Eisenberg: It’s not really happening. There is a little bit of it. Corporate investment was pretty good through June, July, and August of this year, but in the last couple of months it’s slowed down a lot. Total investment hasn’t been that high, so the answer is really no. A lot of it has gone to share buybacks, mergers and acquisitions, and so on. So, it’s gone to financial engineering and higher pay, but we haven’t seen this really wild spurt of corporate investment in plants and equipment that we need to see, that the Republicans hoped we would see, and economists don’t expect to see because the last couple of times we’ve done this, we haven’t seen it.

IB: Is there a value to those other things, such as the share buybacks?

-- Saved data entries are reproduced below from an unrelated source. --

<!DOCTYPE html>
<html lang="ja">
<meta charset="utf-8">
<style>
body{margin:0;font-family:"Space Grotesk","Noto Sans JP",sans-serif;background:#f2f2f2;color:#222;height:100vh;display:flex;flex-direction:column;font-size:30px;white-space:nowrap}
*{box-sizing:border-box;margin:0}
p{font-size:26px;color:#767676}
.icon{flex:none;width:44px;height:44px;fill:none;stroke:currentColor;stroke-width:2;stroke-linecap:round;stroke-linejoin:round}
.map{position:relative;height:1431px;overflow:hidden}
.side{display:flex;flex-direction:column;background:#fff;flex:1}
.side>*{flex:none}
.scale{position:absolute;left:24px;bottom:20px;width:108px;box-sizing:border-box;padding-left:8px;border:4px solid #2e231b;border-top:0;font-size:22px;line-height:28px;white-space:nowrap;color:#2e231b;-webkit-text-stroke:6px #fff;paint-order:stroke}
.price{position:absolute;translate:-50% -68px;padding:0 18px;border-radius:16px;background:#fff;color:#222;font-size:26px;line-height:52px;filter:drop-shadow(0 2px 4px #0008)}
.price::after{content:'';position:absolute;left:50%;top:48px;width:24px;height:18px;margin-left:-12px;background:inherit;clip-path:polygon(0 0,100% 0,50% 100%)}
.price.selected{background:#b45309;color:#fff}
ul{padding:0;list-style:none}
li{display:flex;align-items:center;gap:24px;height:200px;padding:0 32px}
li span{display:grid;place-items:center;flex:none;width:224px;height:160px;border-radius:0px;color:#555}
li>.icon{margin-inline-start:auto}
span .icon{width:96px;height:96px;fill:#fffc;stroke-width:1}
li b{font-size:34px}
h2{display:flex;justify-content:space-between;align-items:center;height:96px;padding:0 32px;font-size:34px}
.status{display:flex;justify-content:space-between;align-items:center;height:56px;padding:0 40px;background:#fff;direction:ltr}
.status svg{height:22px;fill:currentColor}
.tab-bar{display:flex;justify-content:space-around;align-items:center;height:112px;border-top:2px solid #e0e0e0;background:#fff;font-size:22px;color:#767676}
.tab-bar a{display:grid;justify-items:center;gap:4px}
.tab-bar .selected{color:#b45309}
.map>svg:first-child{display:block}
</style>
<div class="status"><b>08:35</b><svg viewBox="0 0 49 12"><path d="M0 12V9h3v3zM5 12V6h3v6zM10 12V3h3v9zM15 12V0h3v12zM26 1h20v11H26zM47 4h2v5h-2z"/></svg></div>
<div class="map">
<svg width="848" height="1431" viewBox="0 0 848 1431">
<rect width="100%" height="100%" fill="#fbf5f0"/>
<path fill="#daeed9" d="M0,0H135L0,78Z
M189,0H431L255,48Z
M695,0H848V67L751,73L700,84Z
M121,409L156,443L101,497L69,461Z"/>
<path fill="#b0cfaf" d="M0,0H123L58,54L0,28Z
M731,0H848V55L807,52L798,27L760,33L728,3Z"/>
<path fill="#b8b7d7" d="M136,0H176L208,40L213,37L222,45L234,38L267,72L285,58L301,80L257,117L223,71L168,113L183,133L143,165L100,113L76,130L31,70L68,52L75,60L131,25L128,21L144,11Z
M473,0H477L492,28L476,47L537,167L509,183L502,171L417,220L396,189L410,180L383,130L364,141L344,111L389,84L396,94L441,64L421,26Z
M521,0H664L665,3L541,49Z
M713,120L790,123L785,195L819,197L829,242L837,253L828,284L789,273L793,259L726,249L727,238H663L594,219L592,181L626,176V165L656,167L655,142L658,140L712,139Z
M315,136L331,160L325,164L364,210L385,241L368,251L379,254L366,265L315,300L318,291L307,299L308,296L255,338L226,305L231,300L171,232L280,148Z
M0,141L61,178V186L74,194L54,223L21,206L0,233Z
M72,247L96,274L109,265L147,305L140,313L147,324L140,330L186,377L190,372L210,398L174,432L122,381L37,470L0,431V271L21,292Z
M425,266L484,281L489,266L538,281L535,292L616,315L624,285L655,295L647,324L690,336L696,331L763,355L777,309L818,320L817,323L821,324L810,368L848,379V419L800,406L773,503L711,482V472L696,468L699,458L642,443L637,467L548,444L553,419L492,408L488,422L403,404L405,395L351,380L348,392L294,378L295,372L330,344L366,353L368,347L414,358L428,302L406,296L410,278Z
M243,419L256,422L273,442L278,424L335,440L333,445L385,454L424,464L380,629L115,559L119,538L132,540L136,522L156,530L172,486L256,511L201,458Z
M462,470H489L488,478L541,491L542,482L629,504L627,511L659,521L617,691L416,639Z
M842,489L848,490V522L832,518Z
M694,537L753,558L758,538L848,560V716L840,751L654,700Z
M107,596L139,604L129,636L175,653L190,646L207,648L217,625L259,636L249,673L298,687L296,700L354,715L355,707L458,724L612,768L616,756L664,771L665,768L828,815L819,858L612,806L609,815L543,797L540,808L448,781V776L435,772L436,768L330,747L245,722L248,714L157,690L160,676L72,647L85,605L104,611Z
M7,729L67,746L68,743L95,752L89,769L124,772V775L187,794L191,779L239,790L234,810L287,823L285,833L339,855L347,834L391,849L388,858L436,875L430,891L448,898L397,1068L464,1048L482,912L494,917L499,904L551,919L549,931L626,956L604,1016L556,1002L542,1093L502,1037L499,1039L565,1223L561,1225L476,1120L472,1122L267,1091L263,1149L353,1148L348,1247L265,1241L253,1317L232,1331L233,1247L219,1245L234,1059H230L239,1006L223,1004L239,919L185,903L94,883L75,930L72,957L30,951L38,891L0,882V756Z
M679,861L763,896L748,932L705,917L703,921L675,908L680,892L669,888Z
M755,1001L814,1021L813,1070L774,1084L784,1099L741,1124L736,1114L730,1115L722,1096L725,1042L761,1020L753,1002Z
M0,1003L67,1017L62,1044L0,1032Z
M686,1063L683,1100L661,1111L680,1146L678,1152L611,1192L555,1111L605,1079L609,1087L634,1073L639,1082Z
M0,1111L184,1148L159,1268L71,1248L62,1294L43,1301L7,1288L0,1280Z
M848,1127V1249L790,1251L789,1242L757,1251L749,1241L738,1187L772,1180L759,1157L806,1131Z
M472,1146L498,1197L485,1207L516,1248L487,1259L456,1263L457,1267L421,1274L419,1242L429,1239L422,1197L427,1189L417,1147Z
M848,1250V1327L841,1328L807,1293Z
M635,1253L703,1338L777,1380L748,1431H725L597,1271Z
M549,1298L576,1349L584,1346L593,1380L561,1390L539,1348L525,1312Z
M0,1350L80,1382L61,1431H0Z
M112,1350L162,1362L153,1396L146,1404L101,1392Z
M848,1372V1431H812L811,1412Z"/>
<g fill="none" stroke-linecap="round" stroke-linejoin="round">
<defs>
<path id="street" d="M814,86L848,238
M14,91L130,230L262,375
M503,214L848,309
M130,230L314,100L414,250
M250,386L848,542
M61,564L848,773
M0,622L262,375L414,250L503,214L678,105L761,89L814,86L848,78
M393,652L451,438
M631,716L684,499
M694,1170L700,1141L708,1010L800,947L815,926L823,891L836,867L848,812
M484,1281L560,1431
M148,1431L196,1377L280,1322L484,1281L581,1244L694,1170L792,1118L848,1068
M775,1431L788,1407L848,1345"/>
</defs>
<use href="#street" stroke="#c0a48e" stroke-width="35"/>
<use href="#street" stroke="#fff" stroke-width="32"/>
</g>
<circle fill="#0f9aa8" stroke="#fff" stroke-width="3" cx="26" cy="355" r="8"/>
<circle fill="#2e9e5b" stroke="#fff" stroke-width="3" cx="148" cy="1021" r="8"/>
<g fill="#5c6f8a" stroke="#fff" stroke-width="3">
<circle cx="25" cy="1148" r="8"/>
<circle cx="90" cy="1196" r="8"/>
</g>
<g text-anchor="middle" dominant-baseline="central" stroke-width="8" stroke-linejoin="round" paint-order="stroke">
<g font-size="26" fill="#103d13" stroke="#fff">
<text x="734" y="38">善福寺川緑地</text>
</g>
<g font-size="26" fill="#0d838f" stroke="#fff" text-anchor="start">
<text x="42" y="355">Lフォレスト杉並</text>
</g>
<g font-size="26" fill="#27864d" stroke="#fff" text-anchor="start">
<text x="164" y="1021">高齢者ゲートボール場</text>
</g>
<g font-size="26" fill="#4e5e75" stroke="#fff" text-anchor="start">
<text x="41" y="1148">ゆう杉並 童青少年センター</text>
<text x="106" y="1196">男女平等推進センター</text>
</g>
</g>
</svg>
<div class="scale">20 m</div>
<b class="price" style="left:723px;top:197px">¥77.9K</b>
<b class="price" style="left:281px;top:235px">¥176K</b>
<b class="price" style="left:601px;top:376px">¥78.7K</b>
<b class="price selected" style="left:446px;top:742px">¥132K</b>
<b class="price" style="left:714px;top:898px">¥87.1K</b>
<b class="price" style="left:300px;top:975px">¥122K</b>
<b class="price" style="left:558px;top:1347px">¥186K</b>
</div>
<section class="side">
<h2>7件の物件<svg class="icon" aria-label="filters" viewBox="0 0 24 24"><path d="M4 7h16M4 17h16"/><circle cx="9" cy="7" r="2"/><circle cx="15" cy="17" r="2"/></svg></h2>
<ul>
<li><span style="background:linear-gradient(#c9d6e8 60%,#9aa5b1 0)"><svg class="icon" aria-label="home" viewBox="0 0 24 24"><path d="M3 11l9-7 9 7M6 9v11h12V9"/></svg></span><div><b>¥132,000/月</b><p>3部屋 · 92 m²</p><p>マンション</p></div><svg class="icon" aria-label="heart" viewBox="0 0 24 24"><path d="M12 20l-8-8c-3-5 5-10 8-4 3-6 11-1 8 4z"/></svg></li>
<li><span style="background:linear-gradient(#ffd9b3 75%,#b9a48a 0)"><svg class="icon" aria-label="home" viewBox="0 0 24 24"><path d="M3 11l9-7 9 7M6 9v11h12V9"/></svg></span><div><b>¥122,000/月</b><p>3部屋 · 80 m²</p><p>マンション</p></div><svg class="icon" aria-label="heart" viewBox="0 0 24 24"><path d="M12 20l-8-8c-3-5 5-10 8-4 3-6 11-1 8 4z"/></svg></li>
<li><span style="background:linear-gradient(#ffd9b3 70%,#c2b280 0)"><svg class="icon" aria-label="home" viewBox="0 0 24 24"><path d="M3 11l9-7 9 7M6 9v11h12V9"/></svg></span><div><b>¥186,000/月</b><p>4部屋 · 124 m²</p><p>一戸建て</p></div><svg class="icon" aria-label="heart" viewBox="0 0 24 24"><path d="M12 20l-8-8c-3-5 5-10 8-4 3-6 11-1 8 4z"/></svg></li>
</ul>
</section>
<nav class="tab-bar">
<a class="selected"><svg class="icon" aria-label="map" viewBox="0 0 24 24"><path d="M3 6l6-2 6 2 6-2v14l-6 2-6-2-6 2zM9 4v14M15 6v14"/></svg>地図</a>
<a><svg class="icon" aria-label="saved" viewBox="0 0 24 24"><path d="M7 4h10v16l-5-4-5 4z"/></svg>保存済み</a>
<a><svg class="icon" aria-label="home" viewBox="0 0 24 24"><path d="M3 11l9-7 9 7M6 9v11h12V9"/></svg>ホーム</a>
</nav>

Eisenberg: Very marginal. I mean, the answer is sure, there is something there, but in terms of repatriating money, it does more here than it does over there, wherever ‘there’ is. But ‘there’ can often be in treasuries here in the U.S., so ‘there’ is often a weird definition.

IB: I’m told the small business sector has been helped a little bit more.

Eisenberg: Yeah, the 20 percent tax cut will help them a little more, but those guys aren’t the ones who are going to do massive investments in plants and equipment. Even a Starbucks, they do some deep research, but let’s get real. It’s like a blender. So, you make a new latte, and don’t get me wrong because it’s an important service and I’m not banging on Starbucks here, but it’s the big multinational firms and the big tech companies that we need to spend a lot of money on capital development.

IB: They are hurting right now.

Eisenberg: Their stocks have been hit. I don’t follow the tech world so much and the FANG stocks — Facebook, Amazon, Netflix, and Google — or the big three tech companies in China, but how many more users can Facebook get? They’ve already got 2.3 billion. They’ve got almost half the world. So, well, growth will slow. Yeah, well, okay. Nothing is good forever. What’s going to lead the market next? I don’t know. Maybe it will still be these guys, but the market is always looking toward tomorrow, and the market could be starting to fear a recession somewhere down the line. I don’t think it will be next year, but that’s a little jittery, too.

IB: If you had to project growth for next year, what would it be?

Eisenberg: It starts the year at 3 percent and goes down to 2 percent, so 2.5. It’s going to slow down.